# Records to process
--------------------

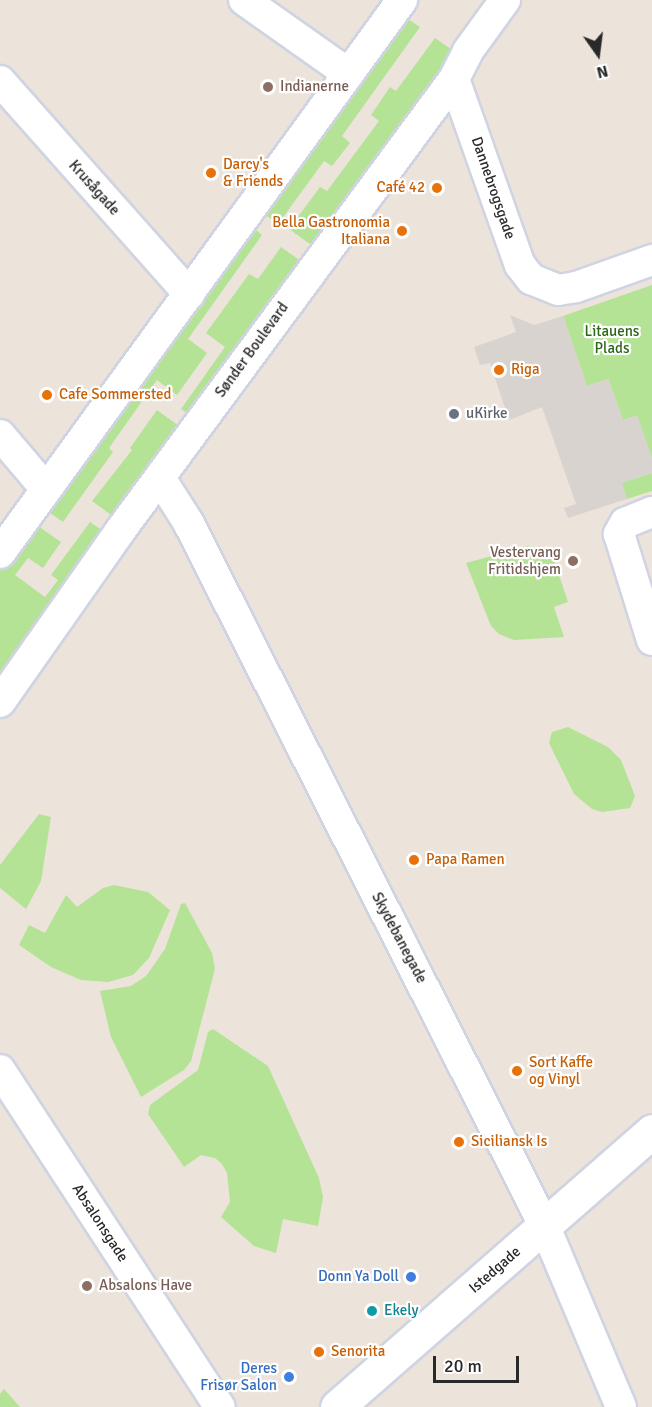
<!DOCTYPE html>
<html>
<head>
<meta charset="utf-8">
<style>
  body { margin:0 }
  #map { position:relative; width:652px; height:1407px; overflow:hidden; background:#ece3db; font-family:Signika,sans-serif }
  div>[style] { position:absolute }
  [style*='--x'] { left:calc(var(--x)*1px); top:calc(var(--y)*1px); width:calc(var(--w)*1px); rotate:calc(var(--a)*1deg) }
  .green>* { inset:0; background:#b4e396 }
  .plaza>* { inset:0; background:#d8d3ce }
  .roads { filter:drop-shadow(2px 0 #d0d4e2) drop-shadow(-2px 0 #d0d4e2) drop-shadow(0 2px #d0d4e2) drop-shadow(0 -2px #d0d4e2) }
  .street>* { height:30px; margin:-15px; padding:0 15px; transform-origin:15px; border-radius:15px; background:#fff }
  .secondary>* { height:33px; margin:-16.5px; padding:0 16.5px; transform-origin:16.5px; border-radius:16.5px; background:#fff }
  .dots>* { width:16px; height:16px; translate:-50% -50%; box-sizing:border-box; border:3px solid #fff; border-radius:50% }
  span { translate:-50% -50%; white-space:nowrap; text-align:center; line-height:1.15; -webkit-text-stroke:4.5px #fff; paint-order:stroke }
  .education-label { font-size:15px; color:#785e54 }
  .left { translate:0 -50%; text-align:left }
  .right { translate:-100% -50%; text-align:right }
  .food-label { font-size:15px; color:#c56008 }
  .street-label { font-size:15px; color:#292929 }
  .park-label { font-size:15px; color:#2d6619 }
  .worship-label { font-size:15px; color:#5b616d }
  .shop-label { font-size:15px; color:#366cbe }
  .culture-label { font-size:15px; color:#0d838f }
  .north { position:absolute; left:568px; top:24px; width:60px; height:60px; -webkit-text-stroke:4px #fff; paint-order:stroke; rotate:166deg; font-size:16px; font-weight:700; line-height:24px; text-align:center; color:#292929 }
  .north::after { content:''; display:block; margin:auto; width:21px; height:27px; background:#292929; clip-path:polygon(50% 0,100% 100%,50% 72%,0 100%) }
  .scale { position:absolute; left:433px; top:1356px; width:86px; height:27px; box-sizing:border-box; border:3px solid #292929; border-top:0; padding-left:8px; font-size:18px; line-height:21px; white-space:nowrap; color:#292929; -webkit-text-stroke:4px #fff; paint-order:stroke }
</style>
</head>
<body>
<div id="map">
  <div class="green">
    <i style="clip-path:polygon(402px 15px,420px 27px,342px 136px,350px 143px,332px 166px,324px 161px,278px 224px,260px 211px)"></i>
    <i style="clip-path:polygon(435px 38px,455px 52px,314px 247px,289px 229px,320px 187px,327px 191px,379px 121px,371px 115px,390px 87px,396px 91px)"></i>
    <i style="clip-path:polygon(249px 224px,262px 235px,188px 339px,207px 353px,177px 395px,157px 380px,109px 448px,113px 452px,63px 522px,46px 510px)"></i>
    <i style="clip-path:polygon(281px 247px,302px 262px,194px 417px,181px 409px,225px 347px,206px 333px,249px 274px,258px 279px)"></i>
    <i style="clip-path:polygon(652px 285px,652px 458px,637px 416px,623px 420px,608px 379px,587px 386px,563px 316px)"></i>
    <i style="clip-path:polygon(157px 410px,183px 429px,118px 520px,92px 501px,132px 450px,130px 448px)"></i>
    <i style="clip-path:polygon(652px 473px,652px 491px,627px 499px,621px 483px)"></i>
    <i style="clip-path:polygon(90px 522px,107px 534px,0 680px,0 571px,35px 524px,61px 542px,43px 568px,28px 558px,15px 575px,45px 597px,58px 580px,51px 575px)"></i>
    <i style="clip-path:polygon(528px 546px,544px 550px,553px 557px,568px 602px,554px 607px,564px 637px,514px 640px,499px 634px,491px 626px,466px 563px)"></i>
    <i style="clip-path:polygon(568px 727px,608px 747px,621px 760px,635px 796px,630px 808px,602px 812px,592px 809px,574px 794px,549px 743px,552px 732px)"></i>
    <i style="clip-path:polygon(39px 814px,51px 817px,41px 881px,26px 909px,0 888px,0 865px)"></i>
    <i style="clip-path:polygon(114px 885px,148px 892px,170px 910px,149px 958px,133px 975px,108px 982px,81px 980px,51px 967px,19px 945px,29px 925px,45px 933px,66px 895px,77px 907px,103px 888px)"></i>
    <i style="clip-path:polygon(185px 903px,212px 953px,215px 969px,191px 1061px,184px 1070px,141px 1097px,111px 1037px,100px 991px,131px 986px,146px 976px,165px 949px,181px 904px)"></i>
    <i style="clip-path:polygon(213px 1029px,268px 1066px,319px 1178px,323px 1197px,318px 1226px,283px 1219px,276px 1253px,254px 1246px,221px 1217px,230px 1202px,227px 1173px,222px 1164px,215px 1158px,201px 1155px,184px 1167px,148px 1114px,150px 1105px,198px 1070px,208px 1032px)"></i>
    <i style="clip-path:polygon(4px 1389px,20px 1407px,0 1407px,0 1394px)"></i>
  </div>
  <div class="plaza">
    <i style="clip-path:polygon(510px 315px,534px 325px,563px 316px,587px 386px,608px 379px,623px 420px,637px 415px,652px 458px,652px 473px,622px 483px,627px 499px,568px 518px,564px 508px,576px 504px,542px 407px,509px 420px,490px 363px,480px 365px,474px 347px,516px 332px)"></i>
  </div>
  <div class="roads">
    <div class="street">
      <i style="--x:244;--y:0;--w:128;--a:35.2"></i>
      <i style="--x:454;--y:79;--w:197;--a:70.5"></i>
      <i style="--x:520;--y:265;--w:18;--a:52"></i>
      <i style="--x:531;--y:279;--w:29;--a:22"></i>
      <i style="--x:558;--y:290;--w:18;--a:-9"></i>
      <i style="--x:576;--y:287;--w:81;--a:-19.6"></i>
      <i style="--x:0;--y:81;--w:285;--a:48.4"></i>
      <i style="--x:0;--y:435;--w:71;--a:49.6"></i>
      <i style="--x:160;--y:478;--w:52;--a:57.5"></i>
      <i style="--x:188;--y:522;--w:790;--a:63.14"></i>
      <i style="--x:545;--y:1227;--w:195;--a:67.1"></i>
      <i style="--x:652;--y:512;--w:29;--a:158"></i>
      <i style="--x:625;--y:523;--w:13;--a:119"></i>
      <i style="--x:619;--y:534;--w:111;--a:72.7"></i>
      <i style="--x:0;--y:553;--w:684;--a:-53.98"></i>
      <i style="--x:0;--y:702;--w:209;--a:-54.9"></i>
      <i style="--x:120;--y:531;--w:562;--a:-53.54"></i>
      <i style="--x:454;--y:79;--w:31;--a:-63"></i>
      <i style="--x:468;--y:51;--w:63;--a:-54"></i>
      <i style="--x:0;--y:1070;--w:402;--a:56.9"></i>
    </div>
    <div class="secondary">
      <i style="--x:337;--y:1407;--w:419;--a:-41.2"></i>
    </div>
  </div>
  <div class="dots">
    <i style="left:268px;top:87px;background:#8d6e63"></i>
    <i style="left:211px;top:173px;background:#e8710a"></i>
    <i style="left:437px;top:188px;background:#e8710a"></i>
    <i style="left:402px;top:231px;background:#e8710a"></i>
    <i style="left:499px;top:370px;background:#e8710a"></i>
    <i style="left:47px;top:395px;background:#e8710a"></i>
    <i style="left:454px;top:414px;background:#6b7280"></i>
    <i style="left:573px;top:561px;background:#8d6e63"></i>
    <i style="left:414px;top:860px;background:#e8710a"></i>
    <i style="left:517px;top:1071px;background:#e8710a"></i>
    <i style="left:459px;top:1142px;background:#e8710a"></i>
    <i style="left:411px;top:1277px;background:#3f7fe0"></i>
    <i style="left:87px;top:1286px;background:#8d6e63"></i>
    <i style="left:372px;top:1311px;background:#0f9aa8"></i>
    <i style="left:319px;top:1352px;background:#e8710a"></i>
    <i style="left:289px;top:1377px;background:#3f7fe0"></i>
  </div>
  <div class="education-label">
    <span class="left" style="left:280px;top:87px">Indianerne</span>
    <span class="right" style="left:561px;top:561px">Vestervang<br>Fritidshjem</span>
    <span class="left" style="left:99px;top:1286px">Absalons Have</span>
  </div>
  <div class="food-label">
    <span class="left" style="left:223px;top:173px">Darcy's<br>&amp; Friends</span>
    <span class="right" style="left:425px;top:188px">Café 42</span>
    <span class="right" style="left:390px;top:231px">Bella Gastronomia<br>Italiana</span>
    <span class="left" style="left:511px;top:370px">Riga</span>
    <span class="left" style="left:59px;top:395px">Cafe Sommersted</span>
    <span class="left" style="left:426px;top:860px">Papa Ramen</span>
    <span class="left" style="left:529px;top:1071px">Sort Kaffe<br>og Vinyl</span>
    <span class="left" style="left:471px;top:1142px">Siciliansk Is</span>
    <span class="left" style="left:331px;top:1352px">Senorita</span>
  </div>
  <div class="street-label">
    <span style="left:94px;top:188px;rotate:48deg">Krusågade</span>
    <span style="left:493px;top:188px;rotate:71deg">Dannebrogsgade</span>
    <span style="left:252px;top:350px;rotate:-54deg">Sønder Boulevard</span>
    <span style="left:399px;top:938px;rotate:62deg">Skydebanegade</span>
    <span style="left:100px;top:1223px;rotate:57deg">Absalonsgade</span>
    <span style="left:495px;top:1270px;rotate:-41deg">Istedgade</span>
  </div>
  <div class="park-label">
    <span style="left:612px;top:340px">Litauens<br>Plads</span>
  </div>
  <div class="worship-label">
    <span class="left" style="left:466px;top:414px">uKirke</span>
  </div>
  <div class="shop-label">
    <span class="right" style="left:399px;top:1277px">Donn Ya Doll</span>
    <span class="right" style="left:277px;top:1377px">Deres<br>Frisør Salon</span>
  </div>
  <div class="culture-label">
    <span class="left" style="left:384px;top:1311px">Ekely</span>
  </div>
  <div class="north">N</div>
  <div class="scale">20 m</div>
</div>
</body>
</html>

--------------------

Copy back, word for word, every line between the top of the material above and the line that contains "filter:drop-shadow(2px 0 #d0d4e2)", both included, without any pictures.

# Result below
<!DOCTYPE html>
<html>
<head>
<meta charset="utf-8">
<style>
  body { margin:0 }
  #map { position:relative; width:652px; height:1407px; overflow:hidden; background:#ece3db; font-family:Signika,sans-serif }
  div>[style] { position:absolute }
  [style*='--x'] { left:calc(var(--x)*1px); top:calc(var(--y)*1px); width:calc(var(--w)*1px); rotate:calc(var(--a)*1deg) }
  .green>* { inset:0; background:#b4e396 }
  .plaza>* { inset:0; background:#d8d3ce }
  .roads { filter:drop-shadow(2px 0 #d0d4e2) drop-shadow(-2px 0 #d0d4e2) drop-shadow(0 2px #d0d4e2) drop-shadow(0 -2px #d0d4e2) }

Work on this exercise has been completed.